Fixed index annuities appear to be the product most affected by the Department of Labor’s new fiduciary standard regulation, according to analysts.
Keefe, Bruyette & Woods analysts called the decision to reclassify FIAs as eligible for sale under federal regulation instead of state regulation “a notable negative” of the final rule.
Standard & Poor’s estimated that insurers issued $50 billion in FIAs in 2015.
Fitch Ratings said the inclusion of FIAs under “the more onerous requirements of the Best Interest Contract was unexpected.”
As a result, Fitch analysts said they believe FIA issuers are not as prepared as variable annuity issuers, “who have already spent considerable time and effort preparing for the new standards.” FIA issuers also tend to be less diversified, Fitch said, “so many of the negative aspects of the new regulations will have a greater impact on them.”

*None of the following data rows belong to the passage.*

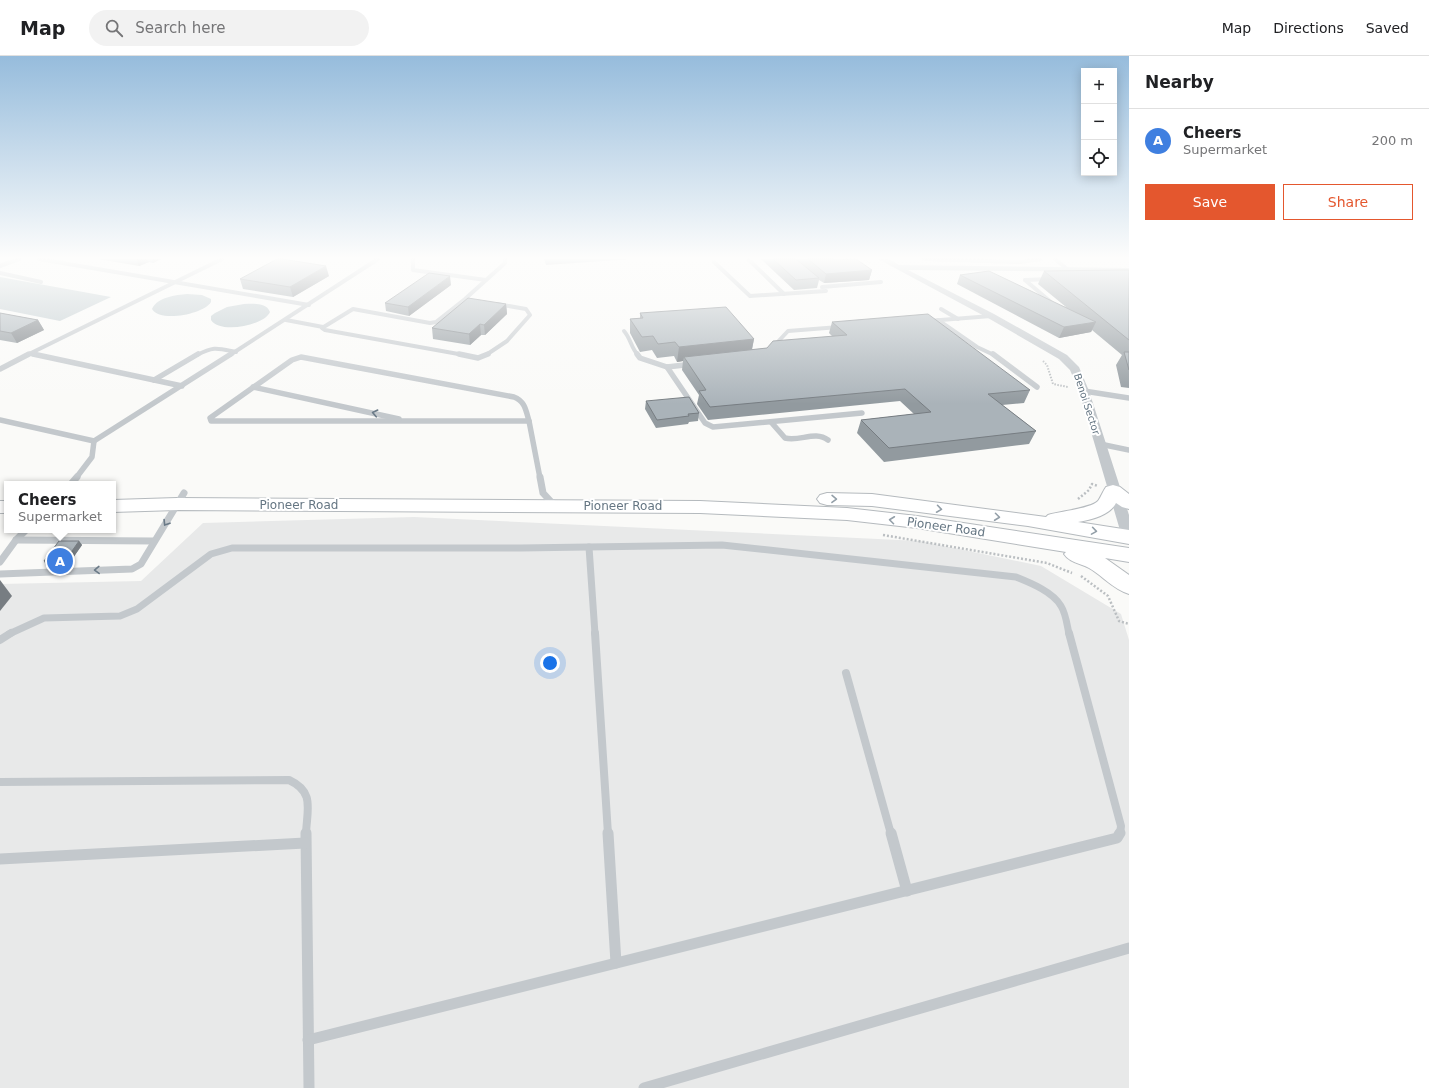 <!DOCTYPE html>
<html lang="en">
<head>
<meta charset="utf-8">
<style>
  :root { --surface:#fff; --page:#f2f2f2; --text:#202124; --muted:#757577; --line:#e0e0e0; --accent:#e4572e }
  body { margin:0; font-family:"DejaVu Sans",sans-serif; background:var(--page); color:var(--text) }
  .controls { position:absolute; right:12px; top:12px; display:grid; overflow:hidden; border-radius:0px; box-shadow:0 2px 10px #0003 }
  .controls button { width:36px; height:36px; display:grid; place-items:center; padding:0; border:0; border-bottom:1px solid var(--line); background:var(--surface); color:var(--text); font:20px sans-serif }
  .you { position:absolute; left:550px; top:607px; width:14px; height:14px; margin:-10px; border:3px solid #fff; border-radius:50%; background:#1a73e8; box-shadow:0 0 0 6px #1a73e833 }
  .badge { display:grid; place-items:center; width:26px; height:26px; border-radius:50%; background:var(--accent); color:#fff; font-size:13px; font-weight:700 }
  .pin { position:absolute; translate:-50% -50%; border:2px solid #fff; box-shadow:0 1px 4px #0006 }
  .popup { position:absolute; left:4px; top:425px; width:112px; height:52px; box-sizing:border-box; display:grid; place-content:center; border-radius:0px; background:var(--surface); filter:drop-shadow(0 1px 3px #0005); font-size:13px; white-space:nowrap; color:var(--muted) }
  .popup b { font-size:15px; color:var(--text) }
  .popup::after { content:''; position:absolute; left:50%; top:100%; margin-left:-8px; border:8px solid transparent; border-top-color:var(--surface) }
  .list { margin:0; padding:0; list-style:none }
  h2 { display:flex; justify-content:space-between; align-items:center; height:52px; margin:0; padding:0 16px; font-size:17px }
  h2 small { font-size:13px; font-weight:400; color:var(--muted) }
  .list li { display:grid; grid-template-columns:26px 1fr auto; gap:12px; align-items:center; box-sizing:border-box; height:64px; padding:0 16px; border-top:1px solid var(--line) }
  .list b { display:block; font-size:15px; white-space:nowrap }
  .list p { margin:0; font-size:13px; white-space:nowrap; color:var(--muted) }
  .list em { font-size:13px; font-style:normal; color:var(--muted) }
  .actions { display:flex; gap:8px; padding:12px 16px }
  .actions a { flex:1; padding:9px 0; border:1px solid var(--accent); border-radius:0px; text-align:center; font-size:14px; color:var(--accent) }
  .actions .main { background:var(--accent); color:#fff }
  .icon { flex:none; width:22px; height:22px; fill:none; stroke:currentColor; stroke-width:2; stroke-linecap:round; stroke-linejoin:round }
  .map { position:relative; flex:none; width:1129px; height:1032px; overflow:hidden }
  header { display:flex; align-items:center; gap:24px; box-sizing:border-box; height:56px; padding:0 20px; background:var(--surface); border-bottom:1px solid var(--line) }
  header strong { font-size:19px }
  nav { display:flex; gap:22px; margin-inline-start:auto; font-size:14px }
  .search { width:280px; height:36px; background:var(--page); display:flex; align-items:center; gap:10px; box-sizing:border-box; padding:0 14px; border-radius:22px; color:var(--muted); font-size:15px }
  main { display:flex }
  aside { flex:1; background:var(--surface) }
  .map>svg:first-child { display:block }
</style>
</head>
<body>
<header>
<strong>Map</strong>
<div class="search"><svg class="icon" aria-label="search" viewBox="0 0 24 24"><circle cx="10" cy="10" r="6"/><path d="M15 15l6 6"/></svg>Search here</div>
<nav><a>Map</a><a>Directions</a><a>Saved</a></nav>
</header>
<main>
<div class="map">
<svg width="1129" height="1032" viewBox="0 0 1129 1032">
  <rect width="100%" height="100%" fill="#fafaf8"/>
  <!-- built -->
  <path fill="#e8e9e9" d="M414 461 920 485 1041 510 1121 558 1129 584V1032H0V528L141 525 203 467Z"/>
  <!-- water -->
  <g fill="#bbc7cb">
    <path d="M0 221 111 241 60 265 0 253Z"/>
    <path d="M187 238 202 239 211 243V246C204 258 160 267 152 253 157 241 176 239 187 238Z"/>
    <path d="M244 248C253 248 266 246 270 256 264 270 219 278 211 264V260L215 257 227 251Z"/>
  </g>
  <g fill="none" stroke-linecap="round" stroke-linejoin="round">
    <defs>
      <g id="primary">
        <path d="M1113 429 1120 431 1129 438V453L1122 451 1116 447C1110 459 1091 464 1078 466L1129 474V488L1028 470 872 450 827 449 820 447 817 443 820 439 827 437 872 438 1046 461 1048 459C1060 455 1090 453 1098 445 1101 441 1103 435 1106 431Z"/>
        <path d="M177 442 700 445 847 452 917 460 1129 492V506L1105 502 1129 519V538C1113 533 1103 520 1089 512 1080 507 1070 507 1064 498L1066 496 917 472 847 464 700 457 177 454 113 456V444Z"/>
        <rect x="0" y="445" width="7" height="12"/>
      </g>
    </defs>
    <!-- primary casing -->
    <use href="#primary" stroke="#b5babe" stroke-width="2"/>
    <!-- path-far2 -->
    <path stroke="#bbbfc2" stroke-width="1.5" stroke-dasharray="1 1" stroke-linecap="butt" d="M864 203 870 207"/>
    <!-- path-far1 -->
    <path stroke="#bbbfc2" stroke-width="2" stroke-dasharray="1.5 1.5" stroke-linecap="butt" d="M1043 305 1047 309 1053 328 1068 331"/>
    <!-- path -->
    <g stroke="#bbbfc2" stroke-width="2.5" stroke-dasharray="2 2" stroke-linecap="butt">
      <path d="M1078 443 1089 434 1092 428 1098 430"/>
      <path d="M883 479 1047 507 1072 517"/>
      <path d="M1081 520 1108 540 1119 565 1129 568"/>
    </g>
    <!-- lane-far4 -->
    <g stroke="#c3c8cc" stroke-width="4">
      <path d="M39 203 309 249"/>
      <path d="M413 203V214L486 224"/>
      <path d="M924 203 1019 206 1041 203"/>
      <path d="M1055 203 1072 217"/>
      <path d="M749 204 784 238"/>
      <path d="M714 206 750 240 826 235"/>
      <path d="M0 210 19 203"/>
      <path d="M0 217 41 226"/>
      <path d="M1025 224 1050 223"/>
      <path d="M1025 224 1052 247"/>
      <path d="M822 231 881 226"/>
      <path d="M941 253 958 263"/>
      <path d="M286 264 323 271"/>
      <path d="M938 264 977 291 994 299"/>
      <path d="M928 265 991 260"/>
      <path d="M624 275C631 283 631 292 638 299"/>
      <path d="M773 291 788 275 839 271"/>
      <path d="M31 298 38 299"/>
      <path d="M27 299 222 203"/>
      <path d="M197 299C214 290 217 292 236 296"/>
      <path d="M230 299 378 203"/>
      <path d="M464 299 325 274 322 272 353 253 430 267 436 266 465 243 505 207V203"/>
      <path d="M486 299 507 285 530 259 526 253 497 248"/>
    </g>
    <!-- lane-far3 -->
    <g stroke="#c3c8cc" stroke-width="5.5">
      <path d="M33 298 182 330"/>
      <path d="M459 298 478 302 488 298"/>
      <path d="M637 298 640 302 667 311 693 308"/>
      <path d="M993 298 1037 331"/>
      <path d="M301 301 514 341C525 345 526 355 529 365H211L210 362 292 304Z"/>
      <path d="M667 311 705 367 713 371 862 357"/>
      <path d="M0 313 29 298"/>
      <path d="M154 324 198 298"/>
      <path d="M253 331 399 363"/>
      <path d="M1084 335 1129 342"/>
      <path d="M0 364 94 385 231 298"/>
      <path d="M529 365 540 422"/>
      <path d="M771 366 785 382C800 386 815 374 828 384"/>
      <path d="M1100 388 1129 394"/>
      <path d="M76 422 92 401 94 385"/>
    </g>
    <!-- lane-far2 -->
    <g stroke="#c3c8cc" stroke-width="7">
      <path d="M540 421 543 437 555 450"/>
      <path d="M71 428 77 421"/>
      <path d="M16 484 154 485"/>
      <path d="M589 491 595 578"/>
      <path d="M0 506 16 484 26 474"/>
      <path d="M0 518 132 513 141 508 184 437"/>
      <path d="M9 578 44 562 120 560 137 553 211 498 232 492H521L722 489 1016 521C1031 527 1053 536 1061 550 1066 558 1067 569 1069 578"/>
    </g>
    <!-- lane-far1 -->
    <g stroke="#c3c8cc" stroke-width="8">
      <path d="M595 577 608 778"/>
      <path d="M1069 577 1121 770 1120 778"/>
      <path d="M0 584 11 577"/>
      <path d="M846 617 891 778"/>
      <path d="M0 726 289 724C315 736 307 753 306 778"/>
    </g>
    <!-- lane -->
    <g stroke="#c3c8cc" stroke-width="11">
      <path d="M306 777 309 1032"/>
      <path d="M608 777 616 907"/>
      <path d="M891 777 907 835"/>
      <path d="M0 803 305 787"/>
      <path d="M308 984 1117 782 1120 777"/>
      <path d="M644 1032 1129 892"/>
    </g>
    <!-- street -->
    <path fill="#c3c8cc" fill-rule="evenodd" d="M878 203H889L899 209 1129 212V216L908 214 994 258 1067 299 1079 311 1089 335 1129 459V486L1124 484 1122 481 1079 335 1070 314 1059 303 988 262Z"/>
    <!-- primary -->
    <use href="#primary" fill="#fff" fill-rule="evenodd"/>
  </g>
  <!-- wall -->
  <g fill="#929a9f">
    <path d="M98 203H161L153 207 149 206 139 210Z"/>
    <path d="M544 203H632L546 209Z"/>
    <path d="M761 203H833L872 214 869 224 824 227 819 224 817 232 794 234Z"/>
    <path d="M1129 214V332L1121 331 1116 309 1122 299 1092 274 1091 276 1059 282 957 228 960 219 1066 251 1038 228 1044 215Z"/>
    <path d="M329 220 293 241 243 233 240 223Z"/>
    <path d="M451 229 409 260 386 255 385 247Z"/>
    <path d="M506 248 507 258 485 279H481L470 289 433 283 432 272Z"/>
    <path d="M0 257 38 264 44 274 17 287 0 284Z"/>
    <path d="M640 257 754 283 752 294 767 292 832 280 829 277 832 266 1030 334 1024 347 1002 349 1036 375 1029 388 884 406 857 377 861 364 914 358 900 345 708 364 697 348 699 339 682 314 683 305 677 306 674 300 657 302 652 294 640 296 630 277V263L640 262Z"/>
    <path d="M646 345 699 357 698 365 689 366 688 368 656 372 645 353Z"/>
    <path d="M79 485 82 489 68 509 46 510 44 505Z"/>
  </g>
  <!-- shaded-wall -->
  <g fill="#777d82">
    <path d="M136 203H147L149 206 139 210Z"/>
    <path d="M152 203H161L153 207Z"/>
    <path d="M326 210 329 220 293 241 290 231Z"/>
    <path d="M872 214 869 224 824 227 826 218Z"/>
    <path d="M450 220 451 229 409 260 408 251Z"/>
    <path d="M506 248 507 258 485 279 484 269Z"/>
    <path d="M38 264 44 274 17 287 11 277Z"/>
    <path d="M1096 266 1091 276 1059 282 1064 271Z"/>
    <path d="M480 268 481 279 470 289 469 278Z"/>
    <path d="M754 283 751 297 684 301 683 305 677 306 679 291Z"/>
    <path d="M79 485 82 489 68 509 65 505Z"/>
    <path d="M0 524 12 540 0 555Z"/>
  </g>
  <!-- building -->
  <g fill="#aab3b9" stroke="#777d82">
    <path d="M277 203H282L326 210 290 231 240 223Z"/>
    <path d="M773 203H796L819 222 796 224Z"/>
    <path d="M808 203H833L834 204 856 203 872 214 826 218Z"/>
    <path d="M1120 214H1129V284L1044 215Z"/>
    <path d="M989 215 1096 266 1064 271 960 219Z"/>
    <path d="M429 217 450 220 408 251 385 247Z"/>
    <path d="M468 242 506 248 484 269 480 268 469 278 432 272Z"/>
    <path d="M726 251 754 283 679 291 675 286 658 288 653 280 642 281 630 263 643 262 640 257Z"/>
    <path d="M0 257 38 264 11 277 0 275Z"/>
    <path d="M928 258 1030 334 988 338 1036 375 889 392 861 364 931 356 905 333 710 351 699 335 706 334 684 301 767 292 773 285 847 279 832 266Z"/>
    <path d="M1124 296H1129V314Z"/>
    <path d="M689 341 699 357 688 358 689 360 657 364 646 345Z"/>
    <path d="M59 485H79L65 505H44Z"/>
  </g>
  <!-- one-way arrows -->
  <defs><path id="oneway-chevron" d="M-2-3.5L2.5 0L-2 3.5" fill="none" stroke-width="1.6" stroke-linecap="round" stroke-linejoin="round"/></defs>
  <g stroke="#6a7a87">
    <use href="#oneway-chevron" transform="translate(375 357) rotate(-168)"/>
    <use href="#oneway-chevron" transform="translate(166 467) rotate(122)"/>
    <use href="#oneway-chevron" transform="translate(97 514) rotate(178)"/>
  </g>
  <g stroke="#939fa8">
    <use href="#oneway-chevron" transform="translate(834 443) rotate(1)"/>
    <use href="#oneway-chevron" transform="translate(939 453) rotate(8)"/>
    <use href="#oneway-chevron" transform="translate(997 461) rotate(7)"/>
    <use href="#oneway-chevron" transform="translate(892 464) rotate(-173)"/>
    <use href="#oneway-chevron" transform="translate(1094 475) rotate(9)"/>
  </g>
  <!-- sky -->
  <linearGradient id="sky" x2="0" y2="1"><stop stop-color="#96bcdc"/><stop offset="0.58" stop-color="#fdfdfc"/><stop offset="1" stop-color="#fdfdfc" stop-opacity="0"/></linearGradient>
  <rect width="1129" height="348" fill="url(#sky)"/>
  <g text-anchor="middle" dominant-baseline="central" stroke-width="4" stroke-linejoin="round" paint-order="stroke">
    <!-- far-street labels -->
    <g font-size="10" fill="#657683" stroke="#fff">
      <text transform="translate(1087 348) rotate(72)">Benoi Sector</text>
    </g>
    <!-- street labels -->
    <g font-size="12" fill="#657683" stroke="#fff">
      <text x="299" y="449">Pioneer Road</text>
      <text x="623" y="450">Pioneer Road</text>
      <text transform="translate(946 471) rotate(8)">Pioneer Road</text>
    </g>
  </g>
</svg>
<div class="controls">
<button>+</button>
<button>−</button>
<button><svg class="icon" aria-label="locate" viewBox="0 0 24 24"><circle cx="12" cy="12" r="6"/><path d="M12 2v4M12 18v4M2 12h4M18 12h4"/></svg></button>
</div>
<div class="you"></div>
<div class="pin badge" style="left:60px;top:505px;background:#3f7fe0">A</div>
<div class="popup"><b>Cheers</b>Supermarket</div>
</div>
<aside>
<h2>Nearby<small></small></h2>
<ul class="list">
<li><span class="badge" style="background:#3f7fe0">A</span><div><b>Cheers</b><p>Supermarket</p></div><em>200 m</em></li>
</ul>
<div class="actions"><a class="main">Save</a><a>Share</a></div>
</aside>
</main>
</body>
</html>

KBW analysts, however, said that since the DOL did not propose changing the treatment of indexed annuities in its April 2015 proposal, potential lawsuits challenging the redesignation “might have a greater chance of success.”
KBW analysts said the largest issuer of FIAs is American Equity Investment Life Holding Co., where sales of FIAs constitute 95 percent of earnings. By contrast, KBW said, FIA sales at two companies it covers, Voya and Lincoln National, constitute less risk. Specifically, KBW analysts said FIA sales constitute less than 1 percent of earnings if sales drop 25 percent, a likely worst-case scenario.
In its comments, Fitch said that, in general, the final rules “are less onerous than expected,” which should diminish the negative impact on VA sales relative to initial expectations.
Fitch analysts said they expect the new regulations to drive changes in product offerings over time, to lead to changes in distribution strategies and compensation structures, and to increase litigation risks and operational costs for companies. However, Fitch said, over the longer term, it believes both FIA and VA issuers will be able to adapt to the new standards due to the relative attractiveness of these products in a low interest rate environment.
“Additionally, the longer phase-in period may lessen the disruption to the sales process that was envisioned and may dampen the impact of the unexpected inclusion of FIAs,” Fitch analysts said.